Instructions to follow:
With the line that contains "Extract the structured" as the final line, return every line from the start of the data below exactly.
^^^^
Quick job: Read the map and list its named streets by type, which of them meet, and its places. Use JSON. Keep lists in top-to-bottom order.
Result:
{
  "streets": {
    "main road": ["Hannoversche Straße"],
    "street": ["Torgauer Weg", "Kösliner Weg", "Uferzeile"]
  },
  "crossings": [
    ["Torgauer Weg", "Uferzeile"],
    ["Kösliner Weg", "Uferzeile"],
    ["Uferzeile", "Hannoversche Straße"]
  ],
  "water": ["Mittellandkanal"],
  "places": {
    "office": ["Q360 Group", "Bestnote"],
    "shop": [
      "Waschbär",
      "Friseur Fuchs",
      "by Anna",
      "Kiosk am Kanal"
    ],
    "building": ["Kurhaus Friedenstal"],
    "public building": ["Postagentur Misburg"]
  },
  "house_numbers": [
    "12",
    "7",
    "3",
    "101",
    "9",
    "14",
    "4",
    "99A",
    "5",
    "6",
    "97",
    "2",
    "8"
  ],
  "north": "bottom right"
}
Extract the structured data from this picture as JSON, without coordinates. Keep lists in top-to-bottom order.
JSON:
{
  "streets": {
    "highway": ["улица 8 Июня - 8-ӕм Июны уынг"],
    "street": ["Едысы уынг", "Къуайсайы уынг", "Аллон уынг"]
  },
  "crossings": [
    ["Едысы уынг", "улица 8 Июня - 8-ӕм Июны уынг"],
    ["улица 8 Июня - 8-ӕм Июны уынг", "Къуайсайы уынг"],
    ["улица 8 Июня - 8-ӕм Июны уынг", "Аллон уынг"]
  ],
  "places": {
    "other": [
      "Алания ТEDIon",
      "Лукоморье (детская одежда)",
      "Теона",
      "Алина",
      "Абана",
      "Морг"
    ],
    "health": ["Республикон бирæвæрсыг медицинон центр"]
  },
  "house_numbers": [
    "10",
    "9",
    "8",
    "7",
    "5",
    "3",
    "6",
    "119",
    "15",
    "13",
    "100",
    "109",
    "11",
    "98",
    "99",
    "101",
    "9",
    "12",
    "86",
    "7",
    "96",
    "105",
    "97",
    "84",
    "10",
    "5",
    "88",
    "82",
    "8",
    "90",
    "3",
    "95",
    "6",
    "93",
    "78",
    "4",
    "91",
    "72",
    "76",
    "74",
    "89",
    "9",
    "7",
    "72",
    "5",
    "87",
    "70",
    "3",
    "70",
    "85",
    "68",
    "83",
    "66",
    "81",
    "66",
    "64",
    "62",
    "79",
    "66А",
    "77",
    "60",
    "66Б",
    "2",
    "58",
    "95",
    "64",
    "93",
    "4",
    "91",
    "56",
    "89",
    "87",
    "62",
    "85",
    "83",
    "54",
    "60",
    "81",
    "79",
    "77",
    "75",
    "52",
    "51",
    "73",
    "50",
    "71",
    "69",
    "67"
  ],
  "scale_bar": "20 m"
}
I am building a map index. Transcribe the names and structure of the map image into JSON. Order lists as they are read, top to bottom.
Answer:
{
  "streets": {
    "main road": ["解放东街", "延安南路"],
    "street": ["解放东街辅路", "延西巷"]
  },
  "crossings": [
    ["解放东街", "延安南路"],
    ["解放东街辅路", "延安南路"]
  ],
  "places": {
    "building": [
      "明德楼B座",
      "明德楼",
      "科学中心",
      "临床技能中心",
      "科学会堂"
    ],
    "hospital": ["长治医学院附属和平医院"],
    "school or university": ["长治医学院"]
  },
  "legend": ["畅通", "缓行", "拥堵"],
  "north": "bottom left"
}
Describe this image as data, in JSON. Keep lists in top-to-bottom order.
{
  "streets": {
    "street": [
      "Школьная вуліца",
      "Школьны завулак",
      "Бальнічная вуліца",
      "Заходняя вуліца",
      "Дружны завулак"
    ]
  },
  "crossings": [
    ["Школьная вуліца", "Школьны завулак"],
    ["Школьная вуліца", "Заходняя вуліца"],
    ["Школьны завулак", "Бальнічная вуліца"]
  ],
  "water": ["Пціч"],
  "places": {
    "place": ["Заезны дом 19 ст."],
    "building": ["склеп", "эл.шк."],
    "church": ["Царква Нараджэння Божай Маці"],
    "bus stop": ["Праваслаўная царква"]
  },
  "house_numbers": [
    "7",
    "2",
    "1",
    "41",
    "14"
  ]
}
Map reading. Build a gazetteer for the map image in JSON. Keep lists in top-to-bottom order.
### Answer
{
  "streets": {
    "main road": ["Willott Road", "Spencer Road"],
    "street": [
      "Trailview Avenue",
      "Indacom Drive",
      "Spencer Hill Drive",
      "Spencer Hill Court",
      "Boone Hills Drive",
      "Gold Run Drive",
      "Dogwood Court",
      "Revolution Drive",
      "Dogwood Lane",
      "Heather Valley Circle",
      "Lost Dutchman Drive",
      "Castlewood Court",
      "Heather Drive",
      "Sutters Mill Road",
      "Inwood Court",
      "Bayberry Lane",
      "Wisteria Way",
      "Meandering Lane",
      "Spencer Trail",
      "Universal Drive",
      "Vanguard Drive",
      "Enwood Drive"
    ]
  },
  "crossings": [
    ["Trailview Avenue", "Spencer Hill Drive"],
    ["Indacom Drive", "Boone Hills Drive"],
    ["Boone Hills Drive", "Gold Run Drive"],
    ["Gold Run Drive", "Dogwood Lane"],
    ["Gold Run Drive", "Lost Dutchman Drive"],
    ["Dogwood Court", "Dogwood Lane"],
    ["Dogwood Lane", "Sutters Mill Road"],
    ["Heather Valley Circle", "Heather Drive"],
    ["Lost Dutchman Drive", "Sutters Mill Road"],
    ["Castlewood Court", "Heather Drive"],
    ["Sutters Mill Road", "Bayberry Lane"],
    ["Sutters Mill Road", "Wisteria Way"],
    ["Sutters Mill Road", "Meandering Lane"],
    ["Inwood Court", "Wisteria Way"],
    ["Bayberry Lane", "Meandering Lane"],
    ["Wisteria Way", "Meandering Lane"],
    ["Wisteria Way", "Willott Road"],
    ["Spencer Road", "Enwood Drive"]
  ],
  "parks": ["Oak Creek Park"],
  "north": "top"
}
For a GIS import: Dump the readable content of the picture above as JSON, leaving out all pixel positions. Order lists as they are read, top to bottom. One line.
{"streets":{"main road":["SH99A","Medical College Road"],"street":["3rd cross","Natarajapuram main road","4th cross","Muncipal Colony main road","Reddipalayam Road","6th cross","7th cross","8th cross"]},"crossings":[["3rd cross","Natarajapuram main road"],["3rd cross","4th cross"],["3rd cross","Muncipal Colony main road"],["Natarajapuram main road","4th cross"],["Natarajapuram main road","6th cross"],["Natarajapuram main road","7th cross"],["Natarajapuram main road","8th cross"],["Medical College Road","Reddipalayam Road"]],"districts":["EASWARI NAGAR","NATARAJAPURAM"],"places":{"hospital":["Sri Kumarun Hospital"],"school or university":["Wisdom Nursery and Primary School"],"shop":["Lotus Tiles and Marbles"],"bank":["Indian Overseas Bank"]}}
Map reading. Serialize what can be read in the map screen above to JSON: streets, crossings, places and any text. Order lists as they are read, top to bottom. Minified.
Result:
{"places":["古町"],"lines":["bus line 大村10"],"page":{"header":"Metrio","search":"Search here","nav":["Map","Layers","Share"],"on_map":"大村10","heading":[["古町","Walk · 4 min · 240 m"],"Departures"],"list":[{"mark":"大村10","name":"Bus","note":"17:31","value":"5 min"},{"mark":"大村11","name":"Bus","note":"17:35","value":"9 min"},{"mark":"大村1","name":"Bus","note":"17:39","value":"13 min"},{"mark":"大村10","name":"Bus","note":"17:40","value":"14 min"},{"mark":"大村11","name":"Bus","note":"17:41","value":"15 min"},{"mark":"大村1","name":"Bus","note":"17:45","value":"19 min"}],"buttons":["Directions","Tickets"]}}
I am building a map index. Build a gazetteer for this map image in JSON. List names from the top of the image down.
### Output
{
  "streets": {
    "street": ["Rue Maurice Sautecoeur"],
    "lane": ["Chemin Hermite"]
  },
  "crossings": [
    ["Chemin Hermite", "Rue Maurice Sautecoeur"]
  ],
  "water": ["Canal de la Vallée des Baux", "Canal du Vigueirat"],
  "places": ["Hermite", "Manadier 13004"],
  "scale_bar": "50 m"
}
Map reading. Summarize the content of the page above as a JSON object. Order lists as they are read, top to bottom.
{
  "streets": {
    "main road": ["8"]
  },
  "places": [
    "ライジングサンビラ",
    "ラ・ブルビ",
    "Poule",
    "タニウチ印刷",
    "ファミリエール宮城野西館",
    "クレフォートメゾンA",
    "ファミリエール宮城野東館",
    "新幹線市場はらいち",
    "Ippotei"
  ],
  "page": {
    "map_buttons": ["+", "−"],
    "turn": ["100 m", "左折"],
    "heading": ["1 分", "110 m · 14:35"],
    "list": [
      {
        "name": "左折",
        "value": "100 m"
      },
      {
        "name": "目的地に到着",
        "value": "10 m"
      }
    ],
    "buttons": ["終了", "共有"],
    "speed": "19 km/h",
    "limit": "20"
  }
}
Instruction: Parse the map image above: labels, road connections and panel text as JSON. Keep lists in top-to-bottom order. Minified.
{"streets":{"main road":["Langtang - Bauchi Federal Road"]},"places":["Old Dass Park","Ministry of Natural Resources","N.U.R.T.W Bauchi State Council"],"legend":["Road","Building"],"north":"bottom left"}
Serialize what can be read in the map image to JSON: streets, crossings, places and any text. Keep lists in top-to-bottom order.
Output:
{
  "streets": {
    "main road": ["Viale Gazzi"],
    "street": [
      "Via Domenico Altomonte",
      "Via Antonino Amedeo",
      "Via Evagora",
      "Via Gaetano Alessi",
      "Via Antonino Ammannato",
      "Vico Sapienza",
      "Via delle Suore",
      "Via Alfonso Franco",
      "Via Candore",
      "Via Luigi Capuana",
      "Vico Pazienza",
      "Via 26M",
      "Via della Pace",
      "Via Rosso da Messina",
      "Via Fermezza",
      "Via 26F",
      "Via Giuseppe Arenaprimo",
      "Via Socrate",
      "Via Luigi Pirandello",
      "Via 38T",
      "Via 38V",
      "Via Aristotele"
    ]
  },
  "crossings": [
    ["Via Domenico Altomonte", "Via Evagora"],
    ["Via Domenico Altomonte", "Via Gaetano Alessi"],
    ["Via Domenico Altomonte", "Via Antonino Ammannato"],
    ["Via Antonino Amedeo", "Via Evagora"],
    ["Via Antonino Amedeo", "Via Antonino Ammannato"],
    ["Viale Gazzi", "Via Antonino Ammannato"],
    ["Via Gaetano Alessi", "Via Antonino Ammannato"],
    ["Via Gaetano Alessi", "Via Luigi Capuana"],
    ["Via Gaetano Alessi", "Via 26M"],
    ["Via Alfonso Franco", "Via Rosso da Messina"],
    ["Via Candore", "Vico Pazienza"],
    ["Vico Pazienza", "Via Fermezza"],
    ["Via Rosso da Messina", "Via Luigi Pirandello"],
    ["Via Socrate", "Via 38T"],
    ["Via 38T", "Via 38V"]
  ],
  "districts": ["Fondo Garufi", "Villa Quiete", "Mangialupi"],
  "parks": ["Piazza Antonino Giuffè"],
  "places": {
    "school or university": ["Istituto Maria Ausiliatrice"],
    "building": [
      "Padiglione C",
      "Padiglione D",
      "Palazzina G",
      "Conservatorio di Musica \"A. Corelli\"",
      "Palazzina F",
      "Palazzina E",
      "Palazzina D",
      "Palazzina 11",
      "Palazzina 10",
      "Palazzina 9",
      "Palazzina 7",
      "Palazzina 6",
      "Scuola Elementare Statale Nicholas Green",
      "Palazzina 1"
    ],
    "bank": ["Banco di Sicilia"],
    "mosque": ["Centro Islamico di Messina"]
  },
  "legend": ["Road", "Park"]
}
^^^^
Answer area:
Quick job: Read the map and list its named streets by type, which of them meet, and its places. Use JSON. Keep lists in top-to-bottom order.
Result:
{
  "streets": {
    "main road": ["Hannoversche Straße"],
    "street": ["Torgauer Weg", "Kösliner Weg", "Uferzeile"]
  },
  "crossings": [
    ["Torgauer Weg", "Uferzeile"],
    ["Kösliner Weg", "Uferzeile"],
    ["Uferzeile", "Hannoversche Straße"]
  ],
  "water": ["Mittellandkanal"],
  "places": {
    "office": ["Q360 Group", "Bestnote"],
    "shop": [
      "Waschbär",
      "Friseur Fuchs",
      "by Anna",
      "Kiosk am Kanal"
    ],
    "building": ["Kurhaus Friedenstal"],
    "public building": ["Postagentur Misburg"]
  },
  "house_numbers": [
    "12",
    "7",
    "3",
    "101",
    "9",
    "14",
    "4",
    "99A",
    "5",
    "6",
    "97",
    "2",
    "8"
  ],
  "north": "bottom right"
}
Extract the structured data from this picture as JSON, without coordinates. Keep lists in top-to-bottom order.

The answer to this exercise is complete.